D'altra parte, che ci fosse un legame tra riscaldamento e aumento dei pollini era già emerso durante esperimenti realizzati in serra, ma quello dell'Università dello Utah è il primo studio su larga scala. I ricercatori hanno esaminato i monitoraggi effettuati e i campioni di polline raccolti tra il 1990 e il 2018 da 60 stazioni tra Stati Uniti e Canada gestiti dal National Allergy Bureau. Come detto, si è registrato un incremento complessivo del 21% su tutto il territorio nordamericano, anche se le notizie peggiori sono per chi soffre di allergie in Texas, lo stato Usa in cui i pollini sono aumentati di più dal 1990 a oggi. Gli stessi dati hanno anche mostrato che il periodo dell'impollinazione inizia mediamente 20 giorni prima e dura 10 giorni di più.

Ma come essere sicuri che tali variazioni siano riconducibili proprio al riscaldamento globale e non ad altri fenomeni? Anderegg e colleghi hanno usato metodi statistici per verificare le eventuali correlazioni esistenti tra l'andamento dei pollini e quello delle temperature. Correlazioni che effettivamente esistono, aldilà di ogni ragionevole dubbio, soprattutto per il periodo 2003-2018.

E in Italia? Gli studi condotti finora vanno nella stessa direzione: anche da noi le piante a fioritura primaverile ed estiva tendono a produrre più polline e per periodi più lunghi.
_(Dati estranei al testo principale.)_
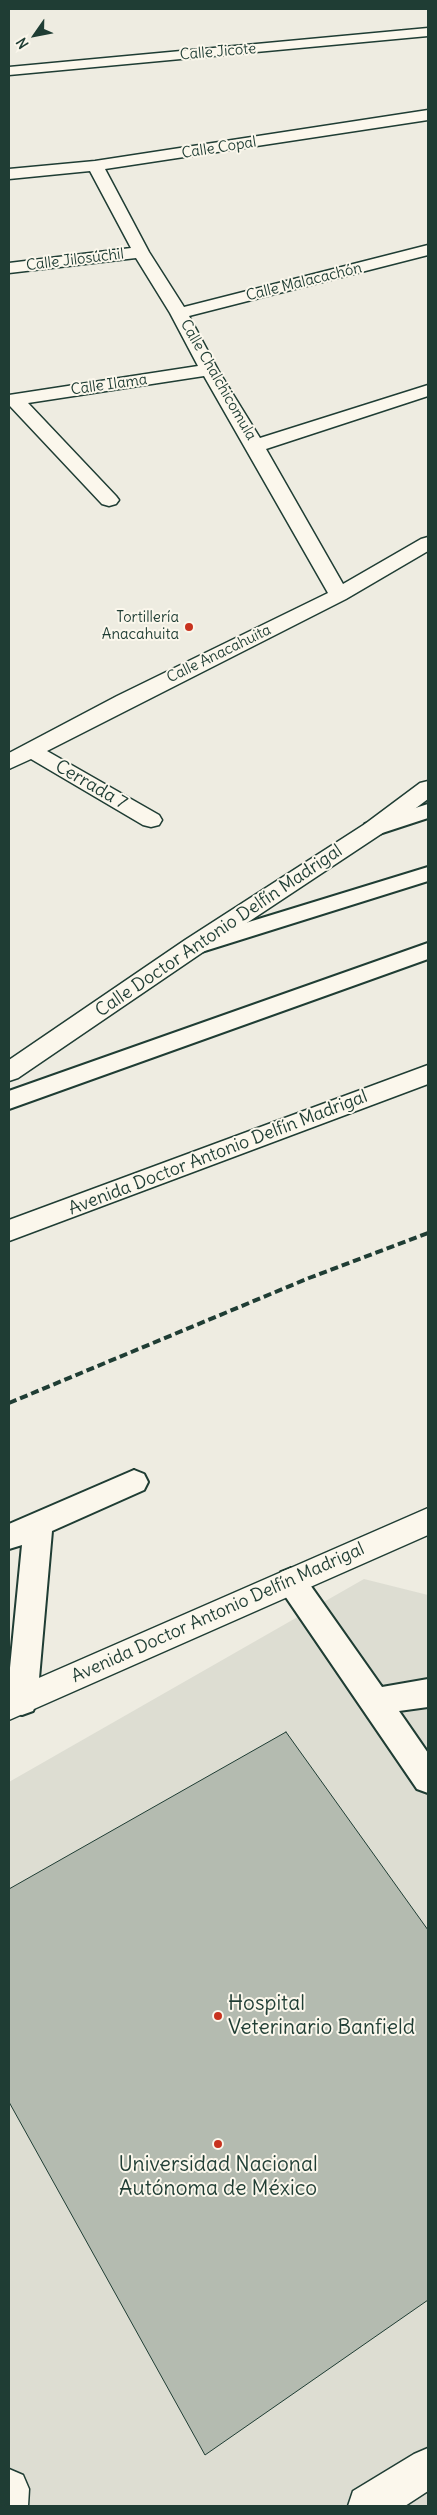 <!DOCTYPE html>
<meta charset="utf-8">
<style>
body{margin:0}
#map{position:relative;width:437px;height:2515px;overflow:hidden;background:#eeece1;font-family:Delius,sans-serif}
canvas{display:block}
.frame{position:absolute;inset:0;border:10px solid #1f3d34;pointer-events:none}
.north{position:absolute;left:10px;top:10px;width:50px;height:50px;-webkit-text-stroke:4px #fbf7ec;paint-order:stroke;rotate:237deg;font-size:14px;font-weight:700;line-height:20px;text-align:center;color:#1f3d34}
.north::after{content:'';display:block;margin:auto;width:18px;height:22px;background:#1f3d34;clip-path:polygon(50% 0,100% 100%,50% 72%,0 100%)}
</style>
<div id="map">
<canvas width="437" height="2515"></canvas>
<div class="frame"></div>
<div class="north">N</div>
</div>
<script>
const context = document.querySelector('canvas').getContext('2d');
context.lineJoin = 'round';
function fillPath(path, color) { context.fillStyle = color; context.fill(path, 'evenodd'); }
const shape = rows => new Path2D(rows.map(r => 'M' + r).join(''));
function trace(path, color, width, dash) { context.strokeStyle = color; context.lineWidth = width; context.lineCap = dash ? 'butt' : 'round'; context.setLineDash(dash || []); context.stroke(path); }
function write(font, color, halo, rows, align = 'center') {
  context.font = font + ' Delius,sans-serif'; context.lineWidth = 4; context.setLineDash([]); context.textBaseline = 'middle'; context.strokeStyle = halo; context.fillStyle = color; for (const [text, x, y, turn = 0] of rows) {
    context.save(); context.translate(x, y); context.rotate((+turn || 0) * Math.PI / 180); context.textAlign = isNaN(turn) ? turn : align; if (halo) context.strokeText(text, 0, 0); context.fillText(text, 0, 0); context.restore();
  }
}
const built = shape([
 [364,1579,428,1595,428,2506,9,2506,9,1782]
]);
const building = shape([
 [286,1732,428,1930,428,2300,205,2455,9,2102,9,1889,286,1732]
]);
const lane = shape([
 [428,804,428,818,373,836,365,834,362,829,365,824,428,804],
 [428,867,428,881,195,954,187,951,183,946,187,941,428,867],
 [428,943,428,959,9,1109,9,1091,428,943],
 [134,1470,144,1474,148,1482,144,1490,52,1531,37,1701,33,1711,22,1715,11,1711,9,1706,9,1678,22,1545,9,1549,9,1524,134,1470],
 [291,1568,301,1572,382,1687,428,1679,428,1707,399,1711,428,1753,428,1793,417,1789,281,1590,276,1581,281,1572,291,1568]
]);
const street = shape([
 [428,28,428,36,9,75,9,67,428,28],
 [428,110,428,120,105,169,149,252,184,307,428,245,428,255,189,316,218,370,260,438,428,385,428,396,266,449,343,584,421,539,428,537,428,551,346,599,47,751,159,815,162,820,159,825,151,827,143,825,31,759,9,769,9,753,117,696,328,593,204,376,28,403,116,496,119,500,116,504,109,506,102,504,9,405,9,395,198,366,170,313,136,258,9,273,9,263,131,248,90,171,9,179,9,169,95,161,428,110],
 [428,781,428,799,381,834,203,952,18,1078,9,1081,9,1060,185,940,365,824,420,783,428,781]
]);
const secondary = shape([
 [428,1065,428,1084,9,1241,9,1220,428,1065],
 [428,1508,428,1535,9,1720,9,1691,428,1508],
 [428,2448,428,2491,405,2506,348,2506,353,2491,414,2454,428,2448],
 [9,2469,23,2475,29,2489,28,2506,9,2506,9,2469]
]);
const rail = shape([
 [9,1403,309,1278,428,1233]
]);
const markers = [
 [189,627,5,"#c8321e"],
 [218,2016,5,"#c8321e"],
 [218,2144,5,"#c8321e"]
];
const farStreetnames = [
 ["Calle Jicote",218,52,-5],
 ["Calle Copal",219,148,-9],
 ["Calle Jilosúchil",75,260,-7],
 ["Calle Malacachón",304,282,-14],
 ["Calle Chalchicomula",218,380,60],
 ["Calle Ilama",109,385,-8],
 ["Calle Anacahuita",219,654,-26]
];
const farPoinames = [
 ["Tortillería",179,618],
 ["Anacahuita",179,635]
];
const streetNames = [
 ["Cerrada 7",91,785,30],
 ["Calle Doctor Antonio Delfín Madrigal",219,931,-34],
 ["Avenida Doctor Antonio Delfín Madrigal",218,1153,-21],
 ["Avenida Doctor Antonio Delfín Madrigal",218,1613,-24]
];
const nearPoinames = [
 ["Hospital",228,2004],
 ["Veterinario Banfield",228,2028],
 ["Universidad Nacional",218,2165,"center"],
 ["Autónoma de México",218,2189,"center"]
];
fillPath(built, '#ddddd2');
fillPath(building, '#b4bbb0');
trace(building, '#1f3d34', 1);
trace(lane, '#1f3d34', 4);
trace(street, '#1f3d34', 3);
trace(secondary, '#1f3d34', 3);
fillPath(lane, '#fbf7ec');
fillPath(street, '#fbf7ec');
fillPath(secondary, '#fbf7ec');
trace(rail, '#1f3d34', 4, [8, 4]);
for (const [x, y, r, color] of markers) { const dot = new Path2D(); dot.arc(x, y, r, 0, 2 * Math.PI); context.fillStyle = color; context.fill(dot); trace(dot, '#fbf7ec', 2); }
write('15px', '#1f3d34', '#fbf7ec', farStreetnames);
write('15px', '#1f3d34', '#fbf7ec', farPoinames, 'right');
write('18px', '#1f3d34', '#fbf7ec', streetNames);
write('21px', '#1f3d34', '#fbf7ec', nearPoinames, 'left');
</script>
Uno studio effettuato nell'arco di 33 anni nella zona di Perugia, ha dimostrato un anticipo progressivo del periodo pollinico raggiungendo un picco a fine maggio, invece che in piena estate.

E una ricerca sulla sensibilizzazione al polline di cipresso ha evidenziato un aumento dei pazienti sensibilizzati in centro Italia e, rispetto a vent'anni fa, un ritardo della produzione di polline, da febbraio a marzo, con un prolungamento della stagione di fioritura fino alla primavera. L'olivo invece è stato analizzato in diverse regioni italiane, osservando un progressivo incremento di polline nell'atmosfera, in un periodo che ormai va da aprile alla fine di giugno.

Che alla base ci fosse l'innalzamento delle temperature registrato negli ultimi decenni era plausibile. Ora il vasto studio della Università dello Utah, condotto su dati raccolti in tutto il Nordamerica, lo conferma.